▶ [SOURCE DATA]:
- - - -

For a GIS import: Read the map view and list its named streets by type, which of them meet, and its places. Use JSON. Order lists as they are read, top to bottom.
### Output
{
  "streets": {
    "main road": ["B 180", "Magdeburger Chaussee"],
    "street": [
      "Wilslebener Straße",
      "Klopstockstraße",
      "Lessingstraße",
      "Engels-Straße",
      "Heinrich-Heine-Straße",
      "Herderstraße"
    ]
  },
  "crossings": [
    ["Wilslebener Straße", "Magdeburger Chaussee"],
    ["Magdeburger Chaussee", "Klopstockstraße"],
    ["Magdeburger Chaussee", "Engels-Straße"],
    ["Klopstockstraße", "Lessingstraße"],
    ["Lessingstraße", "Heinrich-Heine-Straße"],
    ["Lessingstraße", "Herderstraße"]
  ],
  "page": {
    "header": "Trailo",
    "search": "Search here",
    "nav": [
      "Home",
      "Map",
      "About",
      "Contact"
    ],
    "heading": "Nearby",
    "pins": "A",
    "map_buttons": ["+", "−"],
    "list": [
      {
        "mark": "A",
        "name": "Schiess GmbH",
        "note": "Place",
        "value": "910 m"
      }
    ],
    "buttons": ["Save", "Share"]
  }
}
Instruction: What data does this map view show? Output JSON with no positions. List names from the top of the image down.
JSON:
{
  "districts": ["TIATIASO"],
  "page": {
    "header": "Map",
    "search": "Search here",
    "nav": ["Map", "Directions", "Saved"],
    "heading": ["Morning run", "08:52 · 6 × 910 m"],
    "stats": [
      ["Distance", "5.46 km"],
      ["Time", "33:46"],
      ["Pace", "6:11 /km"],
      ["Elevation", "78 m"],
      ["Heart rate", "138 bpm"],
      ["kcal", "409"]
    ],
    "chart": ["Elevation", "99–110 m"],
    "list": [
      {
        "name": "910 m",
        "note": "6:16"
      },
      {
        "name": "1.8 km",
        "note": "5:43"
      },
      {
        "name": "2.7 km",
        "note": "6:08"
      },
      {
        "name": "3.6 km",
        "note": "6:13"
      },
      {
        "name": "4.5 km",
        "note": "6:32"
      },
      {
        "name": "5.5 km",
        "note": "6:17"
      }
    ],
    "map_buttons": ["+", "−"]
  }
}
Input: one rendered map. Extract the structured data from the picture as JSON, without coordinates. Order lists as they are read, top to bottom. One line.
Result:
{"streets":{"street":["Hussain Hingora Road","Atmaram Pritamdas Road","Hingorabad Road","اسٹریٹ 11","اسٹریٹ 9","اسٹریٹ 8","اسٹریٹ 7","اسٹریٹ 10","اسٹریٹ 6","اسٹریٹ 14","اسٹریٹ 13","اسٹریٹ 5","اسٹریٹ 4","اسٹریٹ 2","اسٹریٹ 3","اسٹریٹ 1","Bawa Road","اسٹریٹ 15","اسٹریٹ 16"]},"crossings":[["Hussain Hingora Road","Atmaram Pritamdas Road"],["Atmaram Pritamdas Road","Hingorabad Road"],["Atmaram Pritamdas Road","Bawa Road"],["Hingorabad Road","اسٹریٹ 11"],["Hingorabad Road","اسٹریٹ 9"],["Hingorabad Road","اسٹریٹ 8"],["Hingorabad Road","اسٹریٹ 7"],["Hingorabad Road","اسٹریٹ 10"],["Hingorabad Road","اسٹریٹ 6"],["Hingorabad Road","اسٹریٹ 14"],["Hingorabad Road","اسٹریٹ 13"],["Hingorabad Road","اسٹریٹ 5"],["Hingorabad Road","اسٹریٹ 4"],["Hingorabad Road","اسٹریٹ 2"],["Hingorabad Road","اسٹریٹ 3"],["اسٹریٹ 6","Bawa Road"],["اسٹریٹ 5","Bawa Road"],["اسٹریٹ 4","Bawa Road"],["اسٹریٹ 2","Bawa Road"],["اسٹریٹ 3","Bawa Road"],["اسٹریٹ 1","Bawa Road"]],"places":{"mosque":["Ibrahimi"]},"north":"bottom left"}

- - - -

▶ [THE TASK]: Extract each line from the listing above, please, and repeat it exactly.

▶ [YOUR RESPONSE]:
For a GIS import: Read the map view and list its named streets by type, which of them meet, and its places. Use JSON. Order lists as they are read, top to bottom.
### Output
{
  "streets": {
    "main road": ["B 180", "Magdeburger Chaussee"],
    "street": [
      "Wilslebener Straße",
      "Klopstockstraße",
      "Lessingstraße",
      "Engels-Straße",
      "Heinrich-Heine-Straße",
      "Herderstraße"
    ]
  },
  "crossings": [
    ["Wilslebener Straße", "Magdeburger Chaussee"],
    ["Magdeburger Chaussee", "Klopstockstraße"],
    ["Magdeburger Chaussee", "Engels-Straße"],
    ["Klopstockstraße", "Lessingstraße"],
    ["Lessingstraße", "Heinrich-Heine-Straße"],
    ["Lessingstraße", "Herderstraße"]
  ],
  "page": {
    "header": "Trailo",
    "search": "Search here",
    "nav": [
      "Home",
      "Map",
      "About",
      "Contact"
    ],
    "heading": "Nearby",
    "pins": "A",
    "map_buttons": ["+", "−"],
    "list": [
      {
        "mark": "A",
        "name": "Schiess GmbH",
        "note": "Place",
        "value": "910 m"
      }
    ],
    "buttons": ["Save", "Share"]
  }
}
Instruction: What data does this map view show? Output JSON with no positions. List names from the top of the image down.
JSON:
{
  "districts": ["TIATIASO"],
  "page": {
    "header": "Map",
    "search": "Search here",
    "nav": ["Map", "Directions", "Saved"],
    "heading": ["Morning run", "08:52 · 6 × 910 m"],
    "stats": [
      ["Distance", "5.46 km"],
      ["Time", "33:46"],
      ["Pace", "6:11 /km"],
      ["Elevation", "78 m"],
      ["Heart rate", "138 bpm"],
      ["kcal", "409"]
    ],
    "chart": ["Elevation", "99–110 m"],
    "list": [
      {
        "name": "910 m",
        "note": "6:16"
      },
      {
        "name": "1.8 km",
        "note": "5:43"
      },
      {
        "name": "2.7 km",
        "note": "6:08"
      },
      {
        "name": "3.6 km",
        "note": "6:13"
      },
      {
        "name": "4.5 km",
        "note": "6:32"
      },
      {
        "name": "5.5 km",
        "note": "6:17"
      }
    ],
    "map_buttons": ["+", "−"]
  }
}
Input: one rendered map. Extract the structured data from the picture as JSON, without coordinates. Order lists as they are read, top to bottom. One line.
Result:
{"streets":{"street":["Hussain Hingora Road","Atmaram Pritamdas Road","Hingorabad Road","اسٹریٹ 11","اسٹریٹ 9","اسٹریٹ 8","اسٹریٹ 7","اسٹریٹ 10","اسٹریٹ 6","اسٹریٹ 14","اسٹریٹ 13","اسٹریٹ 5","اسٹریٹ 4","اسٹریٹ 2","اسٹریٹ 3","اسٹریٹ 1","Bawa Road","اسٹریٹ 15","اسٹریٹ 16"]},"crossings":[["Hussain Hingora Road","Atmaram Pritamdas Road"],["Atmaram Pritamdas Road","Hingorabad Road"],["Atmaram Pritamdas Road","Bawa Road"],["Hingorabad Road","اسٹریٹ 11"],["Hingorabad Road","اسٹریٹ 9"],["Hingorabad Road","اسٹریٹ 8"],["Hingorabad Road","اسٹریٹ 7"],["Hingorabad Road","اسٹریٹ 10"],["Hingorabad Road","اسٹریٹ 6"],["Hingorabad Road","اسٹریٹ 14"],["Hingorabad Road","اسٹریٹ 13"],["Hingorabad Road","اسٹریٹ 5"],["Hingorabad Road","اسٹریٹ 4"],["Hingorabad Road","اسٹریٹ 2"],["Hingorabad Road","اسٹریٹ 3"],["اسٹریٹ 6","Bawa Road"],["اسٹریٹ 5","Bawa Road"],["اسٹریٹ 4","Bawa Road"],["اسٹریٹ 2","Bawa Road"],["اسٹریٹ 3","Bawa Road"],["اسٹریٹ 1","Bawa Road"]],"places":{"mosque":["Ibrahimi"]},"north":"bottom left"}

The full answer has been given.